* _ABOUT THIS EXERCISE_:
Each line below from the one containing "if (r.length === 3)" through the one containing "ctx.setLineDash([]);" should be output exactly as it stands, and no other line should appear.

* _SUPPLIED DATA_:
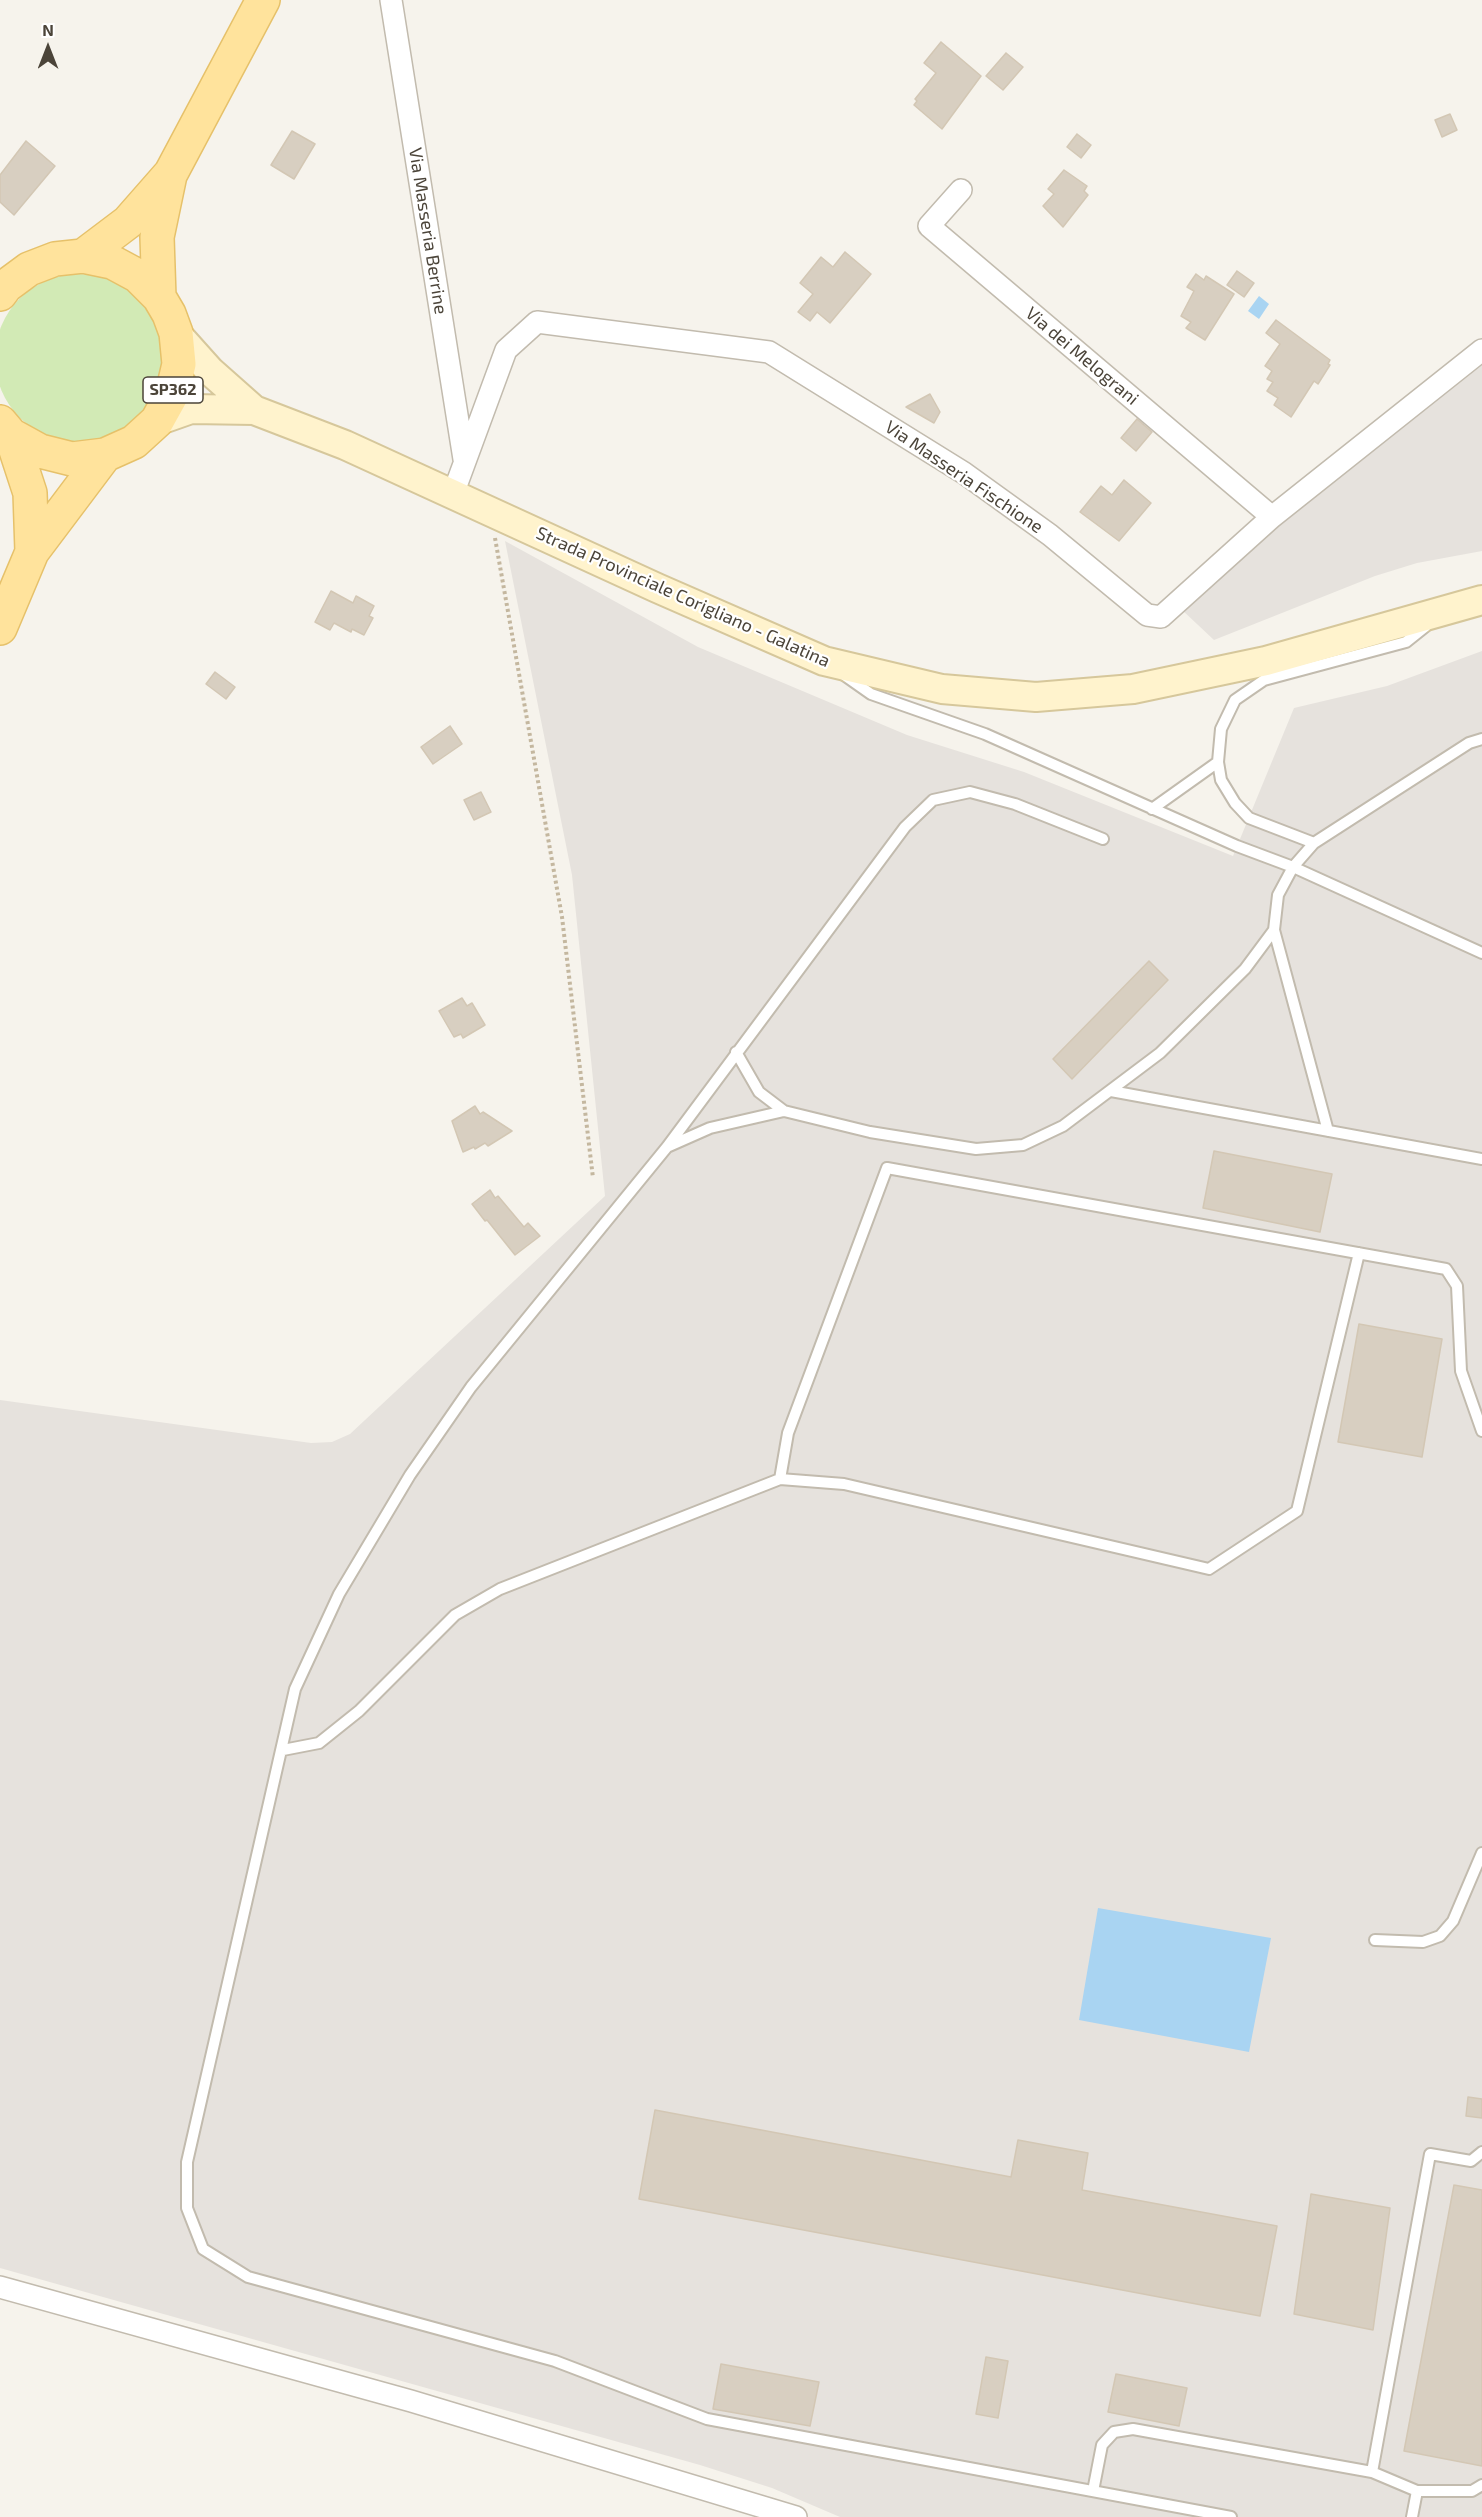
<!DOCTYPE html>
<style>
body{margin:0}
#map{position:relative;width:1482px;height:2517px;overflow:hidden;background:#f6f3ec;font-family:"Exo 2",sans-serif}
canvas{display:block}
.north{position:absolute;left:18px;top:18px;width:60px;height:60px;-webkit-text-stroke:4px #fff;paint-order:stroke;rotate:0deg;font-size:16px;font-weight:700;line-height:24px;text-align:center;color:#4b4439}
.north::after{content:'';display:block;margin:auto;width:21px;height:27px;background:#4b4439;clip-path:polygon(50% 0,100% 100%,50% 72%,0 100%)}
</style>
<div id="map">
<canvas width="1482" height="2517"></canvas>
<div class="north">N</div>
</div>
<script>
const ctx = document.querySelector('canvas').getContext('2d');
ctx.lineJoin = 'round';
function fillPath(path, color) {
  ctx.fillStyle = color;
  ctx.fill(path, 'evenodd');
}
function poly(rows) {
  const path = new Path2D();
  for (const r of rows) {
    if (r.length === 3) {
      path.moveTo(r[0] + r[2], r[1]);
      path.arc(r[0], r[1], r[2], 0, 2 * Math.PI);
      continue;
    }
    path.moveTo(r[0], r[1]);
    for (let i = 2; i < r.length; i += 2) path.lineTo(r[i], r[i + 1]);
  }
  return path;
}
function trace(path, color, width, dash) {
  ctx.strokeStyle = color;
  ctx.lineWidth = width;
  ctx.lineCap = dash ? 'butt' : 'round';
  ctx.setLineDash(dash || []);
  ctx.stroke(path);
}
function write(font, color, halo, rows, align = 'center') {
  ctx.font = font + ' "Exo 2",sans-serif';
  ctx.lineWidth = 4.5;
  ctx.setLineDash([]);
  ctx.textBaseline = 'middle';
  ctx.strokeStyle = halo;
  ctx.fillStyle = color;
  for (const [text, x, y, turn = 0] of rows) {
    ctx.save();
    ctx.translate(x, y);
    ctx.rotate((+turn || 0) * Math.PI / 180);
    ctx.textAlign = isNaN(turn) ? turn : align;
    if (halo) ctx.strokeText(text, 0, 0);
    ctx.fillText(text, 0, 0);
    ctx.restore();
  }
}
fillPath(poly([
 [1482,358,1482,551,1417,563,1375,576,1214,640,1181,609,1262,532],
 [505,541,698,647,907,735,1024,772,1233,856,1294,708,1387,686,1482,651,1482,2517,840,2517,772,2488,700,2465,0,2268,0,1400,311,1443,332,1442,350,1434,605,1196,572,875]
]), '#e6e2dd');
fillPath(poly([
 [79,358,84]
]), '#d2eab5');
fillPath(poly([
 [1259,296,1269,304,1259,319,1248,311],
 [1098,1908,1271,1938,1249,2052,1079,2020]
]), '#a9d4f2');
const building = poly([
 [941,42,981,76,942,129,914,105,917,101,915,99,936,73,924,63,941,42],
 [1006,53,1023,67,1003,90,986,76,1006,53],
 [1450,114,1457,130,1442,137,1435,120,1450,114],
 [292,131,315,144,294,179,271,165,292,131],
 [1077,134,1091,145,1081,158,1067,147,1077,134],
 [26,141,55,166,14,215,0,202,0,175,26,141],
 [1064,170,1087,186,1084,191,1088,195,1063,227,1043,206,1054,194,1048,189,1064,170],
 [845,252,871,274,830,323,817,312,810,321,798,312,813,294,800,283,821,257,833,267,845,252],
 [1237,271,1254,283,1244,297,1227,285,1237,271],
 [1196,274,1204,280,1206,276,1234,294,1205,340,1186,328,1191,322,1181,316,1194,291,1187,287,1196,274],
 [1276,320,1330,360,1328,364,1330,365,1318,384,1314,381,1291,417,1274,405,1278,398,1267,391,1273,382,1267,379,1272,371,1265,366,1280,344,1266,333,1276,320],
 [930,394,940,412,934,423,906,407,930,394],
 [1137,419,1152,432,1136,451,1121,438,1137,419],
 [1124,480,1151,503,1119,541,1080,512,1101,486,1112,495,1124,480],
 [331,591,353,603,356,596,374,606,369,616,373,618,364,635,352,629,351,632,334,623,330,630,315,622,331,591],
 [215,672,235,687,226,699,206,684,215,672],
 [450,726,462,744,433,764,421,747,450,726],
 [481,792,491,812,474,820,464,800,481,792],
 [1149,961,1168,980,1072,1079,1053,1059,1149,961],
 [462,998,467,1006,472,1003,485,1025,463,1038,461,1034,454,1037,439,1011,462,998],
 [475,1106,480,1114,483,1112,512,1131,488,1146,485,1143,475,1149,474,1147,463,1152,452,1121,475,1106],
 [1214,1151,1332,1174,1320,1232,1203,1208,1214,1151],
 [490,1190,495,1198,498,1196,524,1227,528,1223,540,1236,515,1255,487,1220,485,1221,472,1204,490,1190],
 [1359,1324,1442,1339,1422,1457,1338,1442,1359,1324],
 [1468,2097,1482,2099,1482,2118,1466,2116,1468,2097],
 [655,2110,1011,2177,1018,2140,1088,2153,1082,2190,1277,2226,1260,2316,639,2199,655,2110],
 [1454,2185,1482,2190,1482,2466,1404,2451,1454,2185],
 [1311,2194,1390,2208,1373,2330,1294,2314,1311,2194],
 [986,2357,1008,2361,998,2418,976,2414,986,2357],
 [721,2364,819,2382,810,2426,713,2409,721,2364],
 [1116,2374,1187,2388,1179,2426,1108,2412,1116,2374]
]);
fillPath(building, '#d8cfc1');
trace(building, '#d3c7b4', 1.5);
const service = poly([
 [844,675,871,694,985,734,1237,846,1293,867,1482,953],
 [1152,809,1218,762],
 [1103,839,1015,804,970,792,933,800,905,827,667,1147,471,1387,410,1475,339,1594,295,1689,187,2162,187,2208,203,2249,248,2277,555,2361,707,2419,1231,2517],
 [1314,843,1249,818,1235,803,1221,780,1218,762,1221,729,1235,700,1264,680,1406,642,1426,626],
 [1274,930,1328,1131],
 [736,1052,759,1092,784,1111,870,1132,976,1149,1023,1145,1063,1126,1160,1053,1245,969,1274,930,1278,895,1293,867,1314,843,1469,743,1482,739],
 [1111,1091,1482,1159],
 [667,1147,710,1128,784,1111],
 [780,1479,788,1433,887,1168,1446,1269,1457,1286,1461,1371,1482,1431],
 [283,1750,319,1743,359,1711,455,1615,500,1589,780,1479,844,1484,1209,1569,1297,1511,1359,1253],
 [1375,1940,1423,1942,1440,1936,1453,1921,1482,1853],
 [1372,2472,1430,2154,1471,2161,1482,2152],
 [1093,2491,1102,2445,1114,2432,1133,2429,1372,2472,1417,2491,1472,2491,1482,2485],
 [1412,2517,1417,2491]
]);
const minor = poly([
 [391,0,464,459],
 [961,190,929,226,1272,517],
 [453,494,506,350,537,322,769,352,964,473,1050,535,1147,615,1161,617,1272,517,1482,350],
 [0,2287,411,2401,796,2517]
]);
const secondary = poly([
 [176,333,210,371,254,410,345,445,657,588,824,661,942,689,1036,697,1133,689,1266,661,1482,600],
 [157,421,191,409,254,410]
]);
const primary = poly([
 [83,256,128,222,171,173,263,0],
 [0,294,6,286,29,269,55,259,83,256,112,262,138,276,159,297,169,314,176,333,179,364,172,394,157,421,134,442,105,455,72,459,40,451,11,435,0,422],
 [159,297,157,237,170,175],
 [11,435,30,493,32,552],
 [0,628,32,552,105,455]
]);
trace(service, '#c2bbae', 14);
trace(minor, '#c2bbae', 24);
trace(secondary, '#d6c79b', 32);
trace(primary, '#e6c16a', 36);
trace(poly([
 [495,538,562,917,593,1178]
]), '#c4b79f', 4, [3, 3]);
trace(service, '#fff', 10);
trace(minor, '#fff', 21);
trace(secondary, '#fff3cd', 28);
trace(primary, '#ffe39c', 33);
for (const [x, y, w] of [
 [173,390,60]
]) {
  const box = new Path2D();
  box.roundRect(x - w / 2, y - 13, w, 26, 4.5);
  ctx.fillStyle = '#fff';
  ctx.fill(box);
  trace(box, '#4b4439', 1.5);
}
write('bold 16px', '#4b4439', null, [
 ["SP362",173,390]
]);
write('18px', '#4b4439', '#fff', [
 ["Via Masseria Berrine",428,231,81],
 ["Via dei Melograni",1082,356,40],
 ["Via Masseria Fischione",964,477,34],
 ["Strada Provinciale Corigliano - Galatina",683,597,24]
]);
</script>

* _COMPLETED EXERCISE_:
    if (r.length === 3) {
      path.moveTo(r[0] + r[2], r[1]);
      path.arc(r[0], r[1], r[2], 0, 2 * Math.PI);
      continue;
    }
    path.moveTo(r[0], r[1]);
    for (let i = 2; i < r.length; i += 2) path.lineTo(r[i], r[i + 1]);
  }
  return path;
}
function trace(path, color, width, dash) {
  ctx.strokeStyle = color;
  ctx.lineWidth = width;
  ctx.lineCap = dash ? 'butt' : 'round';
  ctx.setLineDash(dash || []);
  ctx.stroke(path);
}
function write(font, color, halo, rows, align = 'center') {
  ctx.font = font + ' "Exo 2",sans-serif';
  ctx.lineWidth = 4.5;
  ctx.setLineDash([]);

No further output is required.